-- THE PROBLEM --
Work out how many lines in the records contain the word "image", and give that number alone.

-- DATA SECTION --

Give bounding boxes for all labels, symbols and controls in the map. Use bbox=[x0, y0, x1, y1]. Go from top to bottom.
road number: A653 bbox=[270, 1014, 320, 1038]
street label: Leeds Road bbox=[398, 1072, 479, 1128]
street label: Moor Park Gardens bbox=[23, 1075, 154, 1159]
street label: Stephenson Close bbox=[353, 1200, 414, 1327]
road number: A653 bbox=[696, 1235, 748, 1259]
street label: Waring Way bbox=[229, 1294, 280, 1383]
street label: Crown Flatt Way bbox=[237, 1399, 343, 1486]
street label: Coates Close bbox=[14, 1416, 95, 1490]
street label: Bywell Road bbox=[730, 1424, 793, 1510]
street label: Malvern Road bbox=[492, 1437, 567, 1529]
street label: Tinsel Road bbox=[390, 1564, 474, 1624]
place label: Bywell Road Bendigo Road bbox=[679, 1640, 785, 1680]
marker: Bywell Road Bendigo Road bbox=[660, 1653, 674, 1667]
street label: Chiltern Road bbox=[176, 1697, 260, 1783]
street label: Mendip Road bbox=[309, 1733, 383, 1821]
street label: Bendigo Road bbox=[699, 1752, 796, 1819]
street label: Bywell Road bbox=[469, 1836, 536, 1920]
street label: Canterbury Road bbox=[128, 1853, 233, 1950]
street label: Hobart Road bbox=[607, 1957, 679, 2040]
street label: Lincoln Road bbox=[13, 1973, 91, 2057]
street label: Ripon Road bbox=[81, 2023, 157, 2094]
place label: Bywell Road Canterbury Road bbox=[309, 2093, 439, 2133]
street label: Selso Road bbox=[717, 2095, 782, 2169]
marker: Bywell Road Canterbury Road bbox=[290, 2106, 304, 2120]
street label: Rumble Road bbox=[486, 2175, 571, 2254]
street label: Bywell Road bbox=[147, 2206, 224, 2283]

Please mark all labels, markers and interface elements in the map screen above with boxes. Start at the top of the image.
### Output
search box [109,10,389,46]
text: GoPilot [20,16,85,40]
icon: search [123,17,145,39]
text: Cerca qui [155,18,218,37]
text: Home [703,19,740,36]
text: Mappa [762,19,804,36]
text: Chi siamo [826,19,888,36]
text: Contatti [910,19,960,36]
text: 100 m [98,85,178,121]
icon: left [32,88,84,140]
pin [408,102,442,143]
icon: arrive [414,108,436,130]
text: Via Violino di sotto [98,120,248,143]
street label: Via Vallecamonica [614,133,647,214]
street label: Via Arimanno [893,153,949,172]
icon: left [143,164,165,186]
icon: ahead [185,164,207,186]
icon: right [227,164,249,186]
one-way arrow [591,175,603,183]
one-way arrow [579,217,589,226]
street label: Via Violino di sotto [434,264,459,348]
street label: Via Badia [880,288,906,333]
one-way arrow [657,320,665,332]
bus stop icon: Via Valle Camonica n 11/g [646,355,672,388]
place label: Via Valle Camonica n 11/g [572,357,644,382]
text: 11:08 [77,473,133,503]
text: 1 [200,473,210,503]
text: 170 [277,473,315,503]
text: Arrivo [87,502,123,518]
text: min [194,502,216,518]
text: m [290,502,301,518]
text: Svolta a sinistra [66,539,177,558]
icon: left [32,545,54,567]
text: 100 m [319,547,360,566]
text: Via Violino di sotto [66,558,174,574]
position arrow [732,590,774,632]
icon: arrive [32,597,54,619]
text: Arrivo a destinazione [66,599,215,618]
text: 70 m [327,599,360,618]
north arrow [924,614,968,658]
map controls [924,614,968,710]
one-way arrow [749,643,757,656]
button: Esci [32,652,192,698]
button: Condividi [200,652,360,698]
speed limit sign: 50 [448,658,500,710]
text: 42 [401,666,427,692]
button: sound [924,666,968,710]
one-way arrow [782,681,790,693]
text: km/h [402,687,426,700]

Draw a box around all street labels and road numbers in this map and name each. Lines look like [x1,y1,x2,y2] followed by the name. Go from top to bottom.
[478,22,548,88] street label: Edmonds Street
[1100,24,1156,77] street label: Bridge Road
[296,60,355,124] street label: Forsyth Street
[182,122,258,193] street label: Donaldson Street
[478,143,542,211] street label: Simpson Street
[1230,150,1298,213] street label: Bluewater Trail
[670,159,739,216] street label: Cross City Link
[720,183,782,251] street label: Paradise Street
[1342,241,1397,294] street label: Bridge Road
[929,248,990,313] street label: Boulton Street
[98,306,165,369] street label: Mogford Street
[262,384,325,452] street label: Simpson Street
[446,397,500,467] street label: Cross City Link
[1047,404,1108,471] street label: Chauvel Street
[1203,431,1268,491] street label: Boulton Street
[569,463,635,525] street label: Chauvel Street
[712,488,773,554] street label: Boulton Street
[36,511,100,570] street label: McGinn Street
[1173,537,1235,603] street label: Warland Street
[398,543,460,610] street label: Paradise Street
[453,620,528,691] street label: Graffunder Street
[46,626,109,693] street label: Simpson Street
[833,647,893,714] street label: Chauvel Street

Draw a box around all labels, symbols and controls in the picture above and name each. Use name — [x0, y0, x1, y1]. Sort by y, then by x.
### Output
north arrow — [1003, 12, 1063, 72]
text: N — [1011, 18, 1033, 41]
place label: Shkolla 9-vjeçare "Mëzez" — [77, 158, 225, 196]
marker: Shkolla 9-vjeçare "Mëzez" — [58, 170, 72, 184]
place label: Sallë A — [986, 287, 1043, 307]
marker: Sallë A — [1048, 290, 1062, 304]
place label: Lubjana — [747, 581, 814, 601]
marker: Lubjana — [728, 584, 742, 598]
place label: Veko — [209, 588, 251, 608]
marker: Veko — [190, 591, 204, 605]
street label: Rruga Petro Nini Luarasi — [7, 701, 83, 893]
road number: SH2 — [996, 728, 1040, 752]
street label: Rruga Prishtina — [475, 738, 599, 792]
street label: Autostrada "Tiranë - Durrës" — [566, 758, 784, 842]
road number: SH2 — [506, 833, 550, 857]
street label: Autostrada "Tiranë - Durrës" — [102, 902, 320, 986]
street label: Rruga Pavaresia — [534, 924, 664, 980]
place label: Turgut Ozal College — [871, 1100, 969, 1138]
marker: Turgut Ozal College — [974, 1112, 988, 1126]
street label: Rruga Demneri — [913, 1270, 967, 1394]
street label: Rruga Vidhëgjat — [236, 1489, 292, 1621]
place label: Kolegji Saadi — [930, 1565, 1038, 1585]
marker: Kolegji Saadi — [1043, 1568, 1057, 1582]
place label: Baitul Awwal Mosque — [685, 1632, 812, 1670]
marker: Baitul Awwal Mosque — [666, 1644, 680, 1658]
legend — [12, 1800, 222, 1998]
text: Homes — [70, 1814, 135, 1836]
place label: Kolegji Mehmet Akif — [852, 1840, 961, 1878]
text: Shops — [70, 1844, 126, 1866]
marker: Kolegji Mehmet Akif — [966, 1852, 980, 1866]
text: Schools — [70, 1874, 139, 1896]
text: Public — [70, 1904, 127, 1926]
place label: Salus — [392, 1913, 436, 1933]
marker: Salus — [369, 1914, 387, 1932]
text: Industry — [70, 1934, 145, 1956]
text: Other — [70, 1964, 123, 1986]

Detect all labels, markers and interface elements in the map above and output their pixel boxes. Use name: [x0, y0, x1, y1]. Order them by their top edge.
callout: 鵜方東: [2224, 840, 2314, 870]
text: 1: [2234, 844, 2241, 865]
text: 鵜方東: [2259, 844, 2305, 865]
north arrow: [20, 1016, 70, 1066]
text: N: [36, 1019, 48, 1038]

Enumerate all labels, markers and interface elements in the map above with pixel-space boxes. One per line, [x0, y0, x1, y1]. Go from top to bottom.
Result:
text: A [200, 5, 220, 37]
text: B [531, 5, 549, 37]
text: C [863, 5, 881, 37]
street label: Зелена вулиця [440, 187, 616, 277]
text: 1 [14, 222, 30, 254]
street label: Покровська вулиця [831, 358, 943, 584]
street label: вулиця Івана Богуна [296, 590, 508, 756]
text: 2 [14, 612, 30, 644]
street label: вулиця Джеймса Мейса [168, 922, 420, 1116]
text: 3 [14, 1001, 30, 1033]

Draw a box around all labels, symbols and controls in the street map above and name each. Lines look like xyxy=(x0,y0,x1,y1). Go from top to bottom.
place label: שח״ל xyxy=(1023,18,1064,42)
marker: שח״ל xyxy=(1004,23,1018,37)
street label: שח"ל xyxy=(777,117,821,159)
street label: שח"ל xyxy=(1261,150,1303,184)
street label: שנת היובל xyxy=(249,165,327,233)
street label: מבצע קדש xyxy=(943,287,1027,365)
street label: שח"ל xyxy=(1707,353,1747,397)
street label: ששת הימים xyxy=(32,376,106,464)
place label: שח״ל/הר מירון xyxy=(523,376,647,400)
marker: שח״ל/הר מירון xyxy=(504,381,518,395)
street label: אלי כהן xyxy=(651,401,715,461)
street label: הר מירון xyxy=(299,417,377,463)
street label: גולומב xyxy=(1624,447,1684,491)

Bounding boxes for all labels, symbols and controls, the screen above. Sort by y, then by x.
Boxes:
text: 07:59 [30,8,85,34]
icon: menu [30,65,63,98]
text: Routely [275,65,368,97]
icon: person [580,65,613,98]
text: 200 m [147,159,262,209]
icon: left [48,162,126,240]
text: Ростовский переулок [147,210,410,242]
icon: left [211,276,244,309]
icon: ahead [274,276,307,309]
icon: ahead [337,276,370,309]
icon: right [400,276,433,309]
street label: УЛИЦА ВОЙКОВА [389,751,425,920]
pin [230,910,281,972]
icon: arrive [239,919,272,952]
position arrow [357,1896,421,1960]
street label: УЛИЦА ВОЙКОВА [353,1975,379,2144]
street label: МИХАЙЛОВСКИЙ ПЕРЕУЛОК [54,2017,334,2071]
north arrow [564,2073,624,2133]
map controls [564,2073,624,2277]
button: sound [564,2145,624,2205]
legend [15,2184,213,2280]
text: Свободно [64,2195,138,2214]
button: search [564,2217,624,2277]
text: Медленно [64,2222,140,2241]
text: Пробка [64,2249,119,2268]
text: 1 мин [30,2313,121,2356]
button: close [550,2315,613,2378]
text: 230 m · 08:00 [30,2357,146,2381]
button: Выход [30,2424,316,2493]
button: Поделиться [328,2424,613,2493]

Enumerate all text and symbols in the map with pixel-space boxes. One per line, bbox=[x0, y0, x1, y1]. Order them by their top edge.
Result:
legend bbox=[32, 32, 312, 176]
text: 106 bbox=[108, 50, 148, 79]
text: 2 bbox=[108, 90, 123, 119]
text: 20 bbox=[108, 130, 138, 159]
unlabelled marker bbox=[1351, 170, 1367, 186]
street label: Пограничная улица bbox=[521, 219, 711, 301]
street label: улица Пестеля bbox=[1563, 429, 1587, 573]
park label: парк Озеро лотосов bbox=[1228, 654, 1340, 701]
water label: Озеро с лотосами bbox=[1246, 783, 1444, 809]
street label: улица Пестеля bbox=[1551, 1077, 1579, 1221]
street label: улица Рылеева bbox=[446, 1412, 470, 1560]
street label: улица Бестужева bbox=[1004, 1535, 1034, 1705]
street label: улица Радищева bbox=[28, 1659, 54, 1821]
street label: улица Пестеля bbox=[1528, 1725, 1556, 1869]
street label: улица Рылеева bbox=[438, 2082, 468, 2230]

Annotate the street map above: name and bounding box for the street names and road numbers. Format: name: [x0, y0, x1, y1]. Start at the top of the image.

-- TASK OUTPUT --
2